Serena e Filippo si immergono nelle loro nuove vite dopo aver divorziato; Marina Giordano, scampata al tentato omicidio grazie a Roberto Ferri, ora è contesa tra lui stesso e Fabrizio Rosato; Giulia Poggi è tutta presa ad accudire il cagnolino arrivato sulla Terrazza; Guido e Martella sono sempre più impegnati a organizzare il loro matrimonio; intanto, Eugenio Nicotera, il magistrato, conta di dare una svolta alle indagini sul clan Tregara. Riparte «Un posto al sole». «Con tutte le infinite complicazioni per garantire la salute sul set… ma finalmente le nuove puntate sono pronte. Con molto lavoro, ma altrettanto entusiasmo». Parola di Patrizio Rispo, il Raffaele di Palazzo Paladino, icona del daily drama di Raitre, prodotto da Rai Fiction, Freemantle e Centro di produzione Rai di Napoli. Gli episodi inediti andranno in onda a cominciare da oggi e, come sempre, in prima serata, dal lunedì al venerdì.
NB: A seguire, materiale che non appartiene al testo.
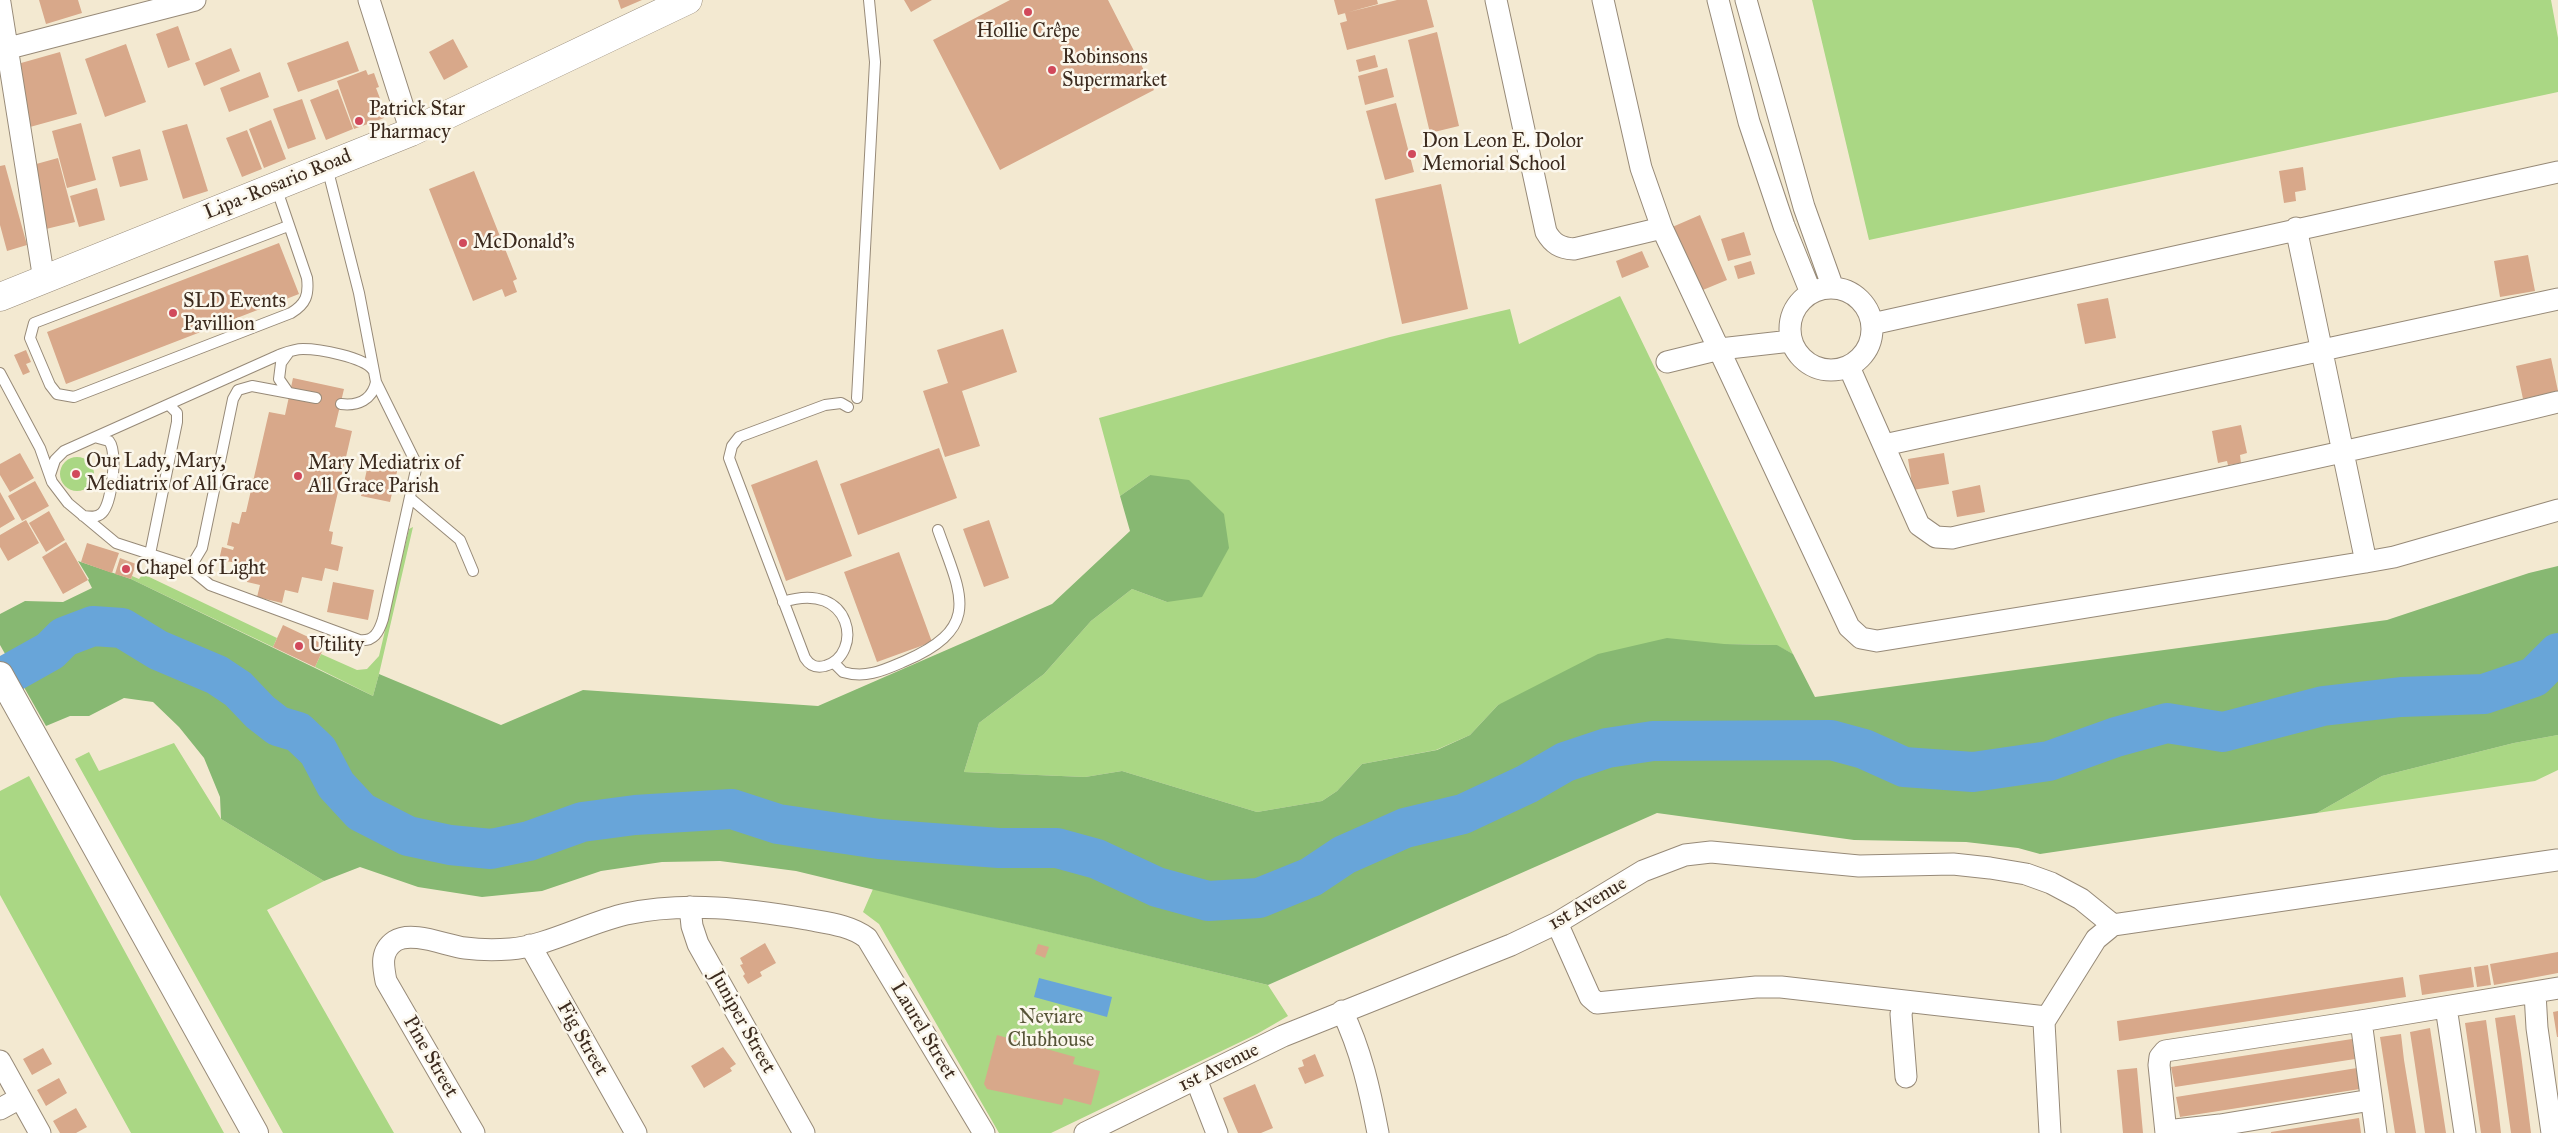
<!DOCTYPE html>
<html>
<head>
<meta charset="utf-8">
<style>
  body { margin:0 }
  canvas { display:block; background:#f3e9d1 }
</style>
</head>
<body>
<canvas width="2558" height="1133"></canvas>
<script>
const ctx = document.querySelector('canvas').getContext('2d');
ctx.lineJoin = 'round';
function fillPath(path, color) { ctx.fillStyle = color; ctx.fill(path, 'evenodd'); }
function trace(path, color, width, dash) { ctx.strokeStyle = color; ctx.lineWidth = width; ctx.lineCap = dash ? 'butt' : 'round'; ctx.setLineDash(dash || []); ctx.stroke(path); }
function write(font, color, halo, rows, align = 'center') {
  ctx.font = font + ' "IM FELL Great Primer",serif'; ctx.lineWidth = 5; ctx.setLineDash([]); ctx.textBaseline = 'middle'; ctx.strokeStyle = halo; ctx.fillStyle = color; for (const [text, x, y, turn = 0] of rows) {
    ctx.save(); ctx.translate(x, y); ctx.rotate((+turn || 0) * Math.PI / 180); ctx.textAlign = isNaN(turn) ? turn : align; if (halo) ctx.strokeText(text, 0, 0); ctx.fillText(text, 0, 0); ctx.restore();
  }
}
const green = new Path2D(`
  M1812,0h739l7,38v54l-689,148z
  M1620,296l173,358 -17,-9 -52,-1 -226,61 -28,30 -34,15 -74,14 -25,27 -15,10 -65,11 -135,-41 -37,6 -121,-5 15,-49 65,-49 47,-53 41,-32 35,13 -17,-127 -30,21 -21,-78 291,-81 120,-28 9,35z
  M60 474a17 17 0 1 1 34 0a17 17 0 1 1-34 0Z
  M413,527l-34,147 -6,22 -58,-29 6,-13 36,16 10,-1 12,-13 30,-127z
  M143,574l134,64 -4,9 -142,-68 1,-3 7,3z
  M2558,735v35l-23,11 -218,32 65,-37 132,-33z
  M174,743l47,76 103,62 -57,29 127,223h-111l-208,-374 14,-7 10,19z
  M29,776l195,357h-93l-131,-238v-104z
  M873,889l395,96 20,31 -31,18 -206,99h-52l-120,-209 -16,-12z`);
const forest = new Path2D(`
  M1150,475l39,5 35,34 5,34 -27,49 -35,5 -35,-13 -41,32 -47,53 -65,49 -15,49 121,5 37,-6 135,41 65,-11 15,-10 25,-27 75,-14 33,-15 28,-30 100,-51 69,-16 57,6 53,1 16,9 22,43 572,-77 142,-47 29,-7v169l-44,8 -132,33 -65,37 -277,41 -22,-6 -52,-6 -112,-2 -197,-27 -389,172 -472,-114 -76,-10 -58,1 -61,9 -59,20 -60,6 -64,-10 -58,-20 -36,14 -103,-62 -1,-22 -16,-39 -25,-31 -26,-25 -29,-4 -35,18h-19l-24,10 -46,-81v-31l25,-13 38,1 29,-14 -4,-8 1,-1 -11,-18 53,18 242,117 6,-22 122,51 82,-35 235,16 234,-102 78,-73 -10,-35z`);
const water = new Path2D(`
  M1039,978l73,19 -5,20 -73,-20z`);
const river = new Path2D(`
  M0,679l50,-28 14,-14 29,-11 29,2 36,22 59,25 21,14 22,23 18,14 20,6 20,19 18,34 25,27 47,24 42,9 41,4 38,-8 53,-19 53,-7 97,-6 46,15 101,15 120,9h58l40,11 60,28 51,14 51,-3 52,-21 33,-22 61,-27 58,-14 64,-30 38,-22 42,-14 46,-7 178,-1 33,9 40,18 69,5 76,-11 67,-24 51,-14 56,9 100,-26 78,-9 83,-3 50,-17 24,-24`);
const building = new Path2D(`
  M39,0h39l4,13 -36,11z
  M618,0h24l-21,9z
  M904,0h28l-21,12z
  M1010,0h98l46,90 -154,80 -67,-130z
  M1334,0h43l1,4 -40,11z
  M1397,0h30l7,27 -87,23 -7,-27 7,-2 -2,-8z
  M178,26l12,34 -22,8 -12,-34z
  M1437,32l22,94 -29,7 -22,-93z
  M453,39l15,28 -24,13 -15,-28z
  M348,41l11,30 -61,21 -11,-29z
  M126,44l20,58 -41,15 -20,-58z
  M231,48l9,23 -36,15 -9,-23z
  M60,52l17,62 -47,13 -16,-62z
  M1375,55l3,12 -19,5 -3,-12z
  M1387,68l7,29 -29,8 -7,-29z
  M366,70l2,5 6,-2 5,14 -3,1 8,21 -3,1 3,8 -30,11 -17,-48z
  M260,72l9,25 -40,15 -9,-24z
  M338,89l15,40 -27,11 -16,-40z
  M302,99l14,40 -28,10 -15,-40z
  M1396,103l18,69 -29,8 -19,-69z
  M271,120l15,39 -22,9 -15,-39z
  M81,123l15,57 -29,8 -15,-57z
  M187,124l21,67 -25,8 -21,-68z
  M247,130l15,39 -20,8 -16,-39z
  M140,149l8,31 -28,7 -8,-30z
  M58,158l17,64 -29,7 -17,-63z
  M5,165l22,80 -20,6 -7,-26v-59z
  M2303,167l3,23 -11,2 1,9 -12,2 -5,-32z
  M474,171l43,108 -4,2 4,11 -12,5 -3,-8 -29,12 -44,-112z
  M1441,184l27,125 -66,15 -27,-125z
  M97,188l8,32 -26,7 -9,-31z
  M1700,215l27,65 -29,12 -28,-64z
  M1744,232l7,23 -23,6 -7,-22z
  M279,243l20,51 -233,90 -19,-52z
  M1642,251l7,16 -27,11 -6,-17z
  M2528,255l7,36 -35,6 -6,-36z
  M1751,261l4,13 -17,5 -4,-13z
  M2108,298l8,40 -31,6 -8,-40z
  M1003,329l14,43 -55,19 18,55 -35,11 -22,-66 25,-8 -11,-33z
  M26,350l5,12 -5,2 4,8 -7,3 -9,-20z
  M2551,358l7,33 -35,8 -7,-33z
  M293,378l51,11 -9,38 17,4 -23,100 4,1 -2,12 12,3 -5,24 -13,-3 -3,13 -20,-4 -4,16 -13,-3 -3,13 -25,-6 3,-12 -13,-3 4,-17 -32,-5 3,-13 11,3 1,-3 -7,-2 5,-23 7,2 3,-12h4l23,-100 16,3z
  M2241,425l6,28 -7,2 1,8 -13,2 -1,-4 -9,2 -6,-32z
  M939,448l18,50 -99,37 -18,-51z
  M20,453l14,25 -24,14 -10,-17v-11z
  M1944,453l5,31 -36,6 -5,-31z
  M370,456l29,7 -9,39 -29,-6z
  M817,460l35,96 -66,25 -35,-96z
  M35,481l14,25 -27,15 -14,-25z
  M1980,485l5,27 -28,5 -5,-26z
  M0,492l15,27 -15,9z
  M49,511l16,29 -19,12 -17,-29z
  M26,520l13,23 -31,18 -8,-14v-12z
  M989,520l20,58 -25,9 -21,-58z
  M66,542l22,38 -25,14 -21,-37z
  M87,543l32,10 -7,20 -31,-11z
  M899,552l33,90 -55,20 -33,-90z
  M120,558l16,6 -5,15 -16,-5z
  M333,582l41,8 -6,30 -41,-8z
  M283,625l42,20 -10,22 -42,-20z
  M765,943l11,20 -16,9 2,4 -14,8 -5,-8 2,-2 -5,-9 3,-1 -3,-6z
  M1038,944l11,3 -4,11 -10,-4z
  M2558,952v21l-64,12 -4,-21z
  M2488,965l3,20 -14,2 -3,-20z
  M2471,967l3,20 -52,8 -3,-20z
  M2403,977l3,20 -287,44 -2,-20z
  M2558,1011v26h-1l-4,-25z
  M2515,1015l6,39 10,79h-20l-16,-115z
  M2486,1020l11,79 4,34h-20l-16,-110z
  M2430,1028l14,92 2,13h-21l-11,-75 -4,-26z
  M2401,1034l3,26 12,73h-21l-15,-96z
  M997,1035l78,22 -2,7 27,7 -9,34 -27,-7 -2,7 -75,-16 -3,-5z
  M2352,1039l3,20 -180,28 -4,-20z
  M723,1047l13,17 -6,4 2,3 -28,17 -13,-22z
  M43,1048l9,16 -20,11 -9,-16z
  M1315,1054l9,22 -19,8 -7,-16 6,-2 -2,-6z
  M2137,1068l6,65h-20l-6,-63z
  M2357,1068l3,21 -180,28 -4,-20z
  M59,1078l8,15 -21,13 -9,-16z
  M1255,1084l18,44 -12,5h-23l-15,-35z
  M76,1108l11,19 -11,6h-16l-7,-12z
  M2359,1118l2,15h-90v-1z`);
const service = new Path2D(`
  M276,187l31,91c2,17 -1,26 -16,35l-217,84 -17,-3 -7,-9 -20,-47 4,-15 254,-97
  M0,373l40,75 12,34 16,21 48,40 71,23 6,-3 9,-15 31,-149 5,-9 14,-4 64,12
  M288,392l-9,-13 2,-16 8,-11
  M857,398l18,-336 -6,-62
  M341,404c17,2 31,-4 35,-22
  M50,475l5,-15 9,-9 215,-96c8,-3 15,-6 24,-6 16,0 61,8 70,21
  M410,498l50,42 13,31
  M83,516c7,1 14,2 19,-3 10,-10 16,-61 7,-72l-11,-3
  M150,554l27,-132v-9l-8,-8
  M187,566l23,19 149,55c15,2 20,-8 24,-21l34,-154 -41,-83 -17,-89 -32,-126
  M783,602c70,-23 81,53 42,64 -9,2 -15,0 -20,-8l-76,-200 3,-12 7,-9 86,-32 16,-2 7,4
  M834,663l9,9c23,7 41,-2 62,-11 78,-34 56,-66 33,-131`);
const minor = new Path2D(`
  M369,0l42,132
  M1496,0l50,232c7,12 14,16 28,17l88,-21
  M1603,0l38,168 21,60 187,399 12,11 16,3 489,-79 28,-5 164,-47
  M1718,0l31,122 35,104 27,67
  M1746,0l58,207 29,81
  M0,3l44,277
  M9,48l186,-48
  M2296,228l70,334
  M1790 329a41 41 0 1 1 82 0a41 41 0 1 1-82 0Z
  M1872,324l686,-152
  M1667,362l53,-13 71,-8
  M1849,367l70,158 17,12 16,1c202,-47 405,-86 606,-136
  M1884,445l674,-146
  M690,907l2,19 6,18 106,189
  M1557,923l33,74 7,6 159,-16h25l265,30
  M530,945l106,188
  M2535,993l2,35 15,105
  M1904,1001l-3,13 5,63
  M2446,1007l19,126
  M1342,1011c19,39 28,80 36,122
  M2361,1021l15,112
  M0,1061l40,72
  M1196,1079l21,54
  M0,1109l20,-11
  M2166,1131l54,-6 151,-25
  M474,1133l-88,-152c-3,-15 -6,-30 9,-40 17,-11 52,5 70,7 15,2 31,2 45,1 34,-2 80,-27 116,-35 60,-13 121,-5 180,5 21,4 44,6 61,19l117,195
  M1085,1133l198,-97 228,-91 46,-22 86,-52 42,-16 26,-3 148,14 94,-2 37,4 36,6 25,9 30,16 32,26
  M2050,1133l-6,-111 52,-83 17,-14 444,-65
  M2166,1133l-7,-68 1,-8 5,-6 196,-30 197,-33`);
const tertiary = new Path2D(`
  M0,675l255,458`);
const primary = new Path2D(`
  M0,297l411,-165 277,-132`);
const markers = [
  [1028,12,5,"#d1495b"],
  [1052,70,5,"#d1495b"],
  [359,121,5,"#d1495b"],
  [1412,154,5,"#d1495b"],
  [463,243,5,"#d1495b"],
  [173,313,5,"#d1495b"],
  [76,474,5,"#d1495b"],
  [298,476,5,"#d1495b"],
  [126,569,5,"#d1495b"],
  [299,646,5,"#d1495b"]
];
const poiNames = [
  ["Hollie Crêpe",1028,32,"center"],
  ["Robinsons",1062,58],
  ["Supermarket",1062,81],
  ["Patrick Star",369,110],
  ["Pharmacy",369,133],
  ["Don Leon E. Dolor",1422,142],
  ["Memorial School",1422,165],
  ["McDonald's",473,243],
  ["SLD Events",183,302],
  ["Pavillion",183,325],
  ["Our Lady, Mary,",86,462],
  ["Mediatrix of All Grace",86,485],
  ["Mary Mediatrix of",308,464],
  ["All Grace Parish",308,487],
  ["Chapel of Light",136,569],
  ["Utility",309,646]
];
const streetNames = [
  ["Lipa-Rosario Road",278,185,-22],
  ["1st Avenue",1588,904,-30],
  ["Juniper Street",742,1022,61],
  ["Laurel Street",923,1031,59],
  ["Fig Street",582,1039,60],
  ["Pine Street",430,1057,60],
  ["1st Avenue",1219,1068,-26]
];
const parkNames = [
  ["Neviare",1051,1018],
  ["Clubhouse",1051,1041]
];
fillPath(green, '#aad784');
fillPath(forest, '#87b872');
fillPath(water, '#68a5d9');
trace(river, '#68a5d9', 40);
fillPath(building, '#d8a88a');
trace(service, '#978a78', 12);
trace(minor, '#978a78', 23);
trace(tertiary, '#978a78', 28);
trace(primary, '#978a78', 29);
trace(service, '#fff', 10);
trace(minor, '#fff', 21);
trace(tertiary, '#fff', 26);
trace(primary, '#fff', 28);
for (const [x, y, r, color] of markers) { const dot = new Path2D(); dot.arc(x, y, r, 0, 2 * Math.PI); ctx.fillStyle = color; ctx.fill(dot); trace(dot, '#fbf7ec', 2); }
write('20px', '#3b2a1e', '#fbf7ec', poiNames, 'left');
write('20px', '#3b2a1e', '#fbf7ec', streetNames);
write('20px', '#575538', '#fbf7ec', parkNames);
</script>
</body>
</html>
«Certo è complicato». Cosa, Patrizio? «Osservare il protocollo di sicurezza: saturimetro e termometro a ingresso, uscita e ogni volta che entri sul set; oggetti in busta chiusa e sanificata; costumi che puoi toccare soltanto tu… lo non lo faccio mai, ma chi si trucca. deve provvedere a casa. Poi le riprese. Ovviamente, sono esclusi baci e abbracci, e se vedrete personaggi vicini, sarà grazie a trucchi di regia. Le norme stabiliscono anche che, per ogni scena, non agiscano più di tre attori alla volta. In quelle con più personaggi, dunque, siamo costretti a girare più volte, cambiando i campi di ripresa. Devo dire, però, che affrontiamo tutto con sufficiente serenità, ben disposti anche dal piacere di riprendere a costruire, giorno dopo giorno, le nostre storie. Per ora stiamo chiudendo quelle sospese dall’interruzione dettata dal virus… mai era accaduto prima; ma è successo. C’è sempre una prima volta. In settembre, però, credo che gli sceneggiatori si metteranno al passo, affrontando in qualche modo il tema della pandemia, come sempre “Un posto al sole” ha fatto con tantf altri problemi sociali e civili, dalla droga all’omofobia, dalla criminalità all’alcolismo, alla violenza contro le donne».